Mis en examen, l'avocat fiscaliste Alain Belot, associé d'Alain Guilloux, conseil d'Arnaud Hamelin le PDG de Sunset Productions qui avait réalisé la cassette Méry, avait avoué au juge avoir remis l'enregistrement à Dominique Strauss-Kahn. A l'époque ministre des Finances et de l'Economie, DSK avait été contraint de reconnaître publiquement avoir détenu la fameuse cassette, mais avait expliqué qu'il n'en avait jamais regardé le contenu et qu'il ne savait plus «où elle se trouve».

Ancien collaborateur de DSK à Bercy, Alain Belot était allé plus loin encore, expliquant qu'en échange de son geste, le ministre, qui avait la main mise sur l'administration fiscale, devait intercéder en faveur du couturier Karl Lagerfeld, client de l'avocat fiscaliste et en délicatesse avec le fisc.

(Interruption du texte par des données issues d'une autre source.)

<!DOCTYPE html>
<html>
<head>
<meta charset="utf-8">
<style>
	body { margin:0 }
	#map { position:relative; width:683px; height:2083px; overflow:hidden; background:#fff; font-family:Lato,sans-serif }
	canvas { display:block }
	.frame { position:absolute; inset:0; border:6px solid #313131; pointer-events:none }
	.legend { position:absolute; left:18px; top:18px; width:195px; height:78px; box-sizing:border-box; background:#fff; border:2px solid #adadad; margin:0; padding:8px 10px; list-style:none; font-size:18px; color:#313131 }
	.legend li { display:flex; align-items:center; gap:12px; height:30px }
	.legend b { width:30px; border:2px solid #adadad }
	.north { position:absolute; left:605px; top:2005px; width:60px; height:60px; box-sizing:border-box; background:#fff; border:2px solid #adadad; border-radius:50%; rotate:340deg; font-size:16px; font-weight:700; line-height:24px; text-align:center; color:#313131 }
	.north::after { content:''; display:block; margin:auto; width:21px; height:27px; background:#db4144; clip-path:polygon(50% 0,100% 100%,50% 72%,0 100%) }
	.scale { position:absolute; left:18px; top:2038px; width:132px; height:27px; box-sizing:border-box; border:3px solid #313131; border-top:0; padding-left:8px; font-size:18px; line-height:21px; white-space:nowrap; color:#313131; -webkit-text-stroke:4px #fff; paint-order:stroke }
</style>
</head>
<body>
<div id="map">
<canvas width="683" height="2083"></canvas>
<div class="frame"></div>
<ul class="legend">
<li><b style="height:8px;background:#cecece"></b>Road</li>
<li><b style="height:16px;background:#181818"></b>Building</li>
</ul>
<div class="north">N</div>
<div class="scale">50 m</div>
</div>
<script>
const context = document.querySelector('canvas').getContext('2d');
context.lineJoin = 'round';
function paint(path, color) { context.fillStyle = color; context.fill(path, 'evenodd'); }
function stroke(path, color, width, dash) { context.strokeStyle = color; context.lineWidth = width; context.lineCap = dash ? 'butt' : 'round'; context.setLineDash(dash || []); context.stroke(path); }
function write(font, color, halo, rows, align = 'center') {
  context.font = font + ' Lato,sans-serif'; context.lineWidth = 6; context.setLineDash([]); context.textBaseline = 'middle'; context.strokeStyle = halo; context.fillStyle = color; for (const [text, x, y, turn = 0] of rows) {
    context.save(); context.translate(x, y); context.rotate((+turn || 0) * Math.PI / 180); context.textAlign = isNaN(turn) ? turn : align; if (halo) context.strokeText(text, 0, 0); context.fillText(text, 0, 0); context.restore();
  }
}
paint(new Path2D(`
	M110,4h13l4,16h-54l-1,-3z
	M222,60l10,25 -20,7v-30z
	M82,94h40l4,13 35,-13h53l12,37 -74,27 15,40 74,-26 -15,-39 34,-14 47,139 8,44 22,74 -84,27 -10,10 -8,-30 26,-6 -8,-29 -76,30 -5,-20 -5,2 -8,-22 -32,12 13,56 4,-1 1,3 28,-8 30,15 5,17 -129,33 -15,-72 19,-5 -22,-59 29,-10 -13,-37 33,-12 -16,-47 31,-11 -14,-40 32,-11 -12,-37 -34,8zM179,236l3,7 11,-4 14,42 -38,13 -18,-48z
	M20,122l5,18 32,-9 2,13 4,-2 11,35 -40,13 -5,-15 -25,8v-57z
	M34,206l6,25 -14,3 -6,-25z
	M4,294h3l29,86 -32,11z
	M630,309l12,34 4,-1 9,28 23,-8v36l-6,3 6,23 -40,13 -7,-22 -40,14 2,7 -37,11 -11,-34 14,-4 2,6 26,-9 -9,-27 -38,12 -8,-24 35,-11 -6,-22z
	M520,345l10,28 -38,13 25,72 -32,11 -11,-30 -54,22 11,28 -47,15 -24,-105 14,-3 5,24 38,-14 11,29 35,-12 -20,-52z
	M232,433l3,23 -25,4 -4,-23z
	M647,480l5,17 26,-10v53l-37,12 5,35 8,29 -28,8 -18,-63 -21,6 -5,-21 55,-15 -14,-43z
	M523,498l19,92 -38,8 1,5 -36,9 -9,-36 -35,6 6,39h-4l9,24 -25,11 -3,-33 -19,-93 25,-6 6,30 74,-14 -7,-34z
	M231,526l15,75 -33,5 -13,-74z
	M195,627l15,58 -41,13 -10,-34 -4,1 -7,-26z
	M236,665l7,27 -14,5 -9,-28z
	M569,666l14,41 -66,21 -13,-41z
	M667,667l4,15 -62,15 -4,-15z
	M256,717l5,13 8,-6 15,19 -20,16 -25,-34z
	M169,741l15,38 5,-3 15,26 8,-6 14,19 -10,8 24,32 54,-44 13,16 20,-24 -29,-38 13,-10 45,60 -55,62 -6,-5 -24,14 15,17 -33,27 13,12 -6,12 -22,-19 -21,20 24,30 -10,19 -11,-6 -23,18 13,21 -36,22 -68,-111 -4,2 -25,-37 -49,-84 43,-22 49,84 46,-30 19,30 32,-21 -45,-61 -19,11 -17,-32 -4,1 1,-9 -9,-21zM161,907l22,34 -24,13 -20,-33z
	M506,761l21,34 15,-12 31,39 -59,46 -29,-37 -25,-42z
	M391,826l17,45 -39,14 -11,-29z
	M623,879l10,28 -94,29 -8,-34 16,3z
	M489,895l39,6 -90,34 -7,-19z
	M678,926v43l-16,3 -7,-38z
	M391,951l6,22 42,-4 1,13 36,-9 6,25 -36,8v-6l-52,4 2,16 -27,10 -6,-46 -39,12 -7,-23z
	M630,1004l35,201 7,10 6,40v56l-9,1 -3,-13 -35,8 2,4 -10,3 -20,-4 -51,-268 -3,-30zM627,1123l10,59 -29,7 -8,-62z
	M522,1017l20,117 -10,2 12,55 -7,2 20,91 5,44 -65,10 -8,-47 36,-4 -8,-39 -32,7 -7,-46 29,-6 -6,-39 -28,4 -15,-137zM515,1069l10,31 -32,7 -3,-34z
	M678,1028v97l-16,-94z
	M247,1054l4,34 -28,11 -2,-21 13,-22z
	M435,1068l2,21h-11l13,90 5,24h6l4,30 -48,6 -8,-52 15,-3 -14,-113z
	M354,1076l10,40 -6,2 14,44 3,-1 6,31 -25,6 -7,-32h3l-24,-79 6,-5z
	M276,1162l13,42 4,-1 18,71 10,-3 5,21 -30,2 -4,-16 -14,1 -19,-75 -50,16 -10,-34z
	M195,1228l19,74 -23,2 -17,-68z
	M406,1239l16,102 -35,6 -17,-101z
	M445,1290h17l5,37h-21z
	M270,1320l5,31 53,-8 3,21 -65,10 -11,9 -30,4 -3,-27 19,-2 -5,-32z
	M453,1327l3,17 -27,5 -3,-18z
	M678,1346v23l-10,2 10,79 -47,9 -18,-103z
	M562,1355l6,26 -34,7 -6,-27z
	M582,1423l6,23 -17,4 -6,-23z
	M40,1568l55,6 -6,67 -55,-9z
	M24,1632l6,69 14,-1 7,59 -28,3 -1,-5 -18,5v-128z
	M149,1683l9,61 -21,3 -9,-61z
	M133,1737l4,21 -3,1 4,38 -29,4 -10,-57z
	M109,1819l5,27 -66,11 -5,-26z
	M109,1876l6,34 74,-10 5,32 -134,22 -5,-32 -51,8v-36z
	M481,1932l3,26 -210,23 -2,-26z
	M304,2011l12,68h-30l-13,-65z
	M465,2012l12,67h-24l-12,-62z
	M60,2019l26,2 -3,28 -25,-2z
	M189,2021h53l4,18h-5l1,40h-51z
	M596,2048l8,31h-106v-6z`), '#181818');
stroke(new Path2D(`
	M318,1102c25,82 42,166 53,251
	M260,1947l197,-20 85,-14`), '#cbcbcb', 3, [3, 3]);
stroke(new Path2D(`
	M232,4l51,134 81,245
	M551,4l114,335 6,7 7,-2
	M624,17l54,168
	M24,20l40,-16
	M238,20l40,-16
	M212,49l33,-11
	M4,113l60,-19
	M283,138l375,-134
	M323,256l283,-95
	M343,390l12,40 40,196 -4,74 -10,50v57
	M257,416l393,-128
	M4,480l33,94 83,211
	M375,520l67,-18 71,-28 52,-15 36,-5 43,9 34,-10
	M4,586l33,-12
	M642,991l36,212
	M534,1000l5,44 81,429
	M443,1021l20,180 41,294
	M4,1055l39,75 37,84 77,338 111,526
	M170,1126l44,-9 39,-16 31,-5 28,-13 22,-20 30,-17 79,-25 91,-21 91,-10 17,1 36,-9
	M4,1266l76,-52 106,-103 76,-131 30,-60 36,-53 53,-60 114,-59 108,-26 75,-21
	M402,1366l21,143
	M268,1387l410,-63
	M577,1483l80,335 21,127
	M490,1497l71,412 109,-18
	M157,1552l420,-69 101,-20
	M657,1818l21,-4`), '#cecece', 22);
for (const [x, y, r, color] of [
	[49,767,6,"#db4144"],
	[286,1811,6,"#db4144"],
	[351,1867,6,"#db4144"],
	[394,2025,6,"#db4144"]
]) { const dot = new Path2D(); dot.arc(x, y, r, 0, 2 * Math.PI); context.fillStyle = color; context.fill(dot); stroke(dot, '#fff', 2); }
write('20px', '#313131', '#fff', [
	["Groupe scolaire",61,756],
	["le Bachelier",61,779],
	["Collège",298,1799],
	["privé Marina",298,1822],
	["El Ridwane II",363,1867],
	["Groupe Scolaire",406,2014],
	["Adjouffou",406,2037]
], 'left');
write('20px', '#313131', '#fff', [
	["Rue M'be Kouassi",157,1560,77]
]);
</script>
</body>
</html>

Des allégations aussitôt réfutées par DSK qui avait démenti «tout lien politique qu'on serait tenté de faire comme tout lien avec un quelconque dossier fiscal».

Entendu en avril 2001 comme témoin assisté par le juge, Dominique Strauss-Kahn n'avait finalement pas été mis en examen dans cette affaire. 

L'affaire Elf: non-lieu

En janvier 2000, DSK avait été en revanche mis en examen au détour d'une des multiples ramifications de la tentaculaire affaire Elf. Il avait été soupçonné par la justice d'avoir fait prendre en charge une partie des rémunérations d'une de ses secrétaires par une filiale du groupe pétrolier français.

A l'époque, c'était la juge Eva Joly qui avait instruit le dossier. Ce qui avait fait dire en août 2010 à la magistrate, désormais une des responsables d'Europe Ecologie-Les Verts, parti partenaire du PS: «DSK, je le connais bien, je l'ai mis en examen.»

Dominique Strauss-Kahn avait finalement obtenu un non-lieu dans cette affaire en 2001.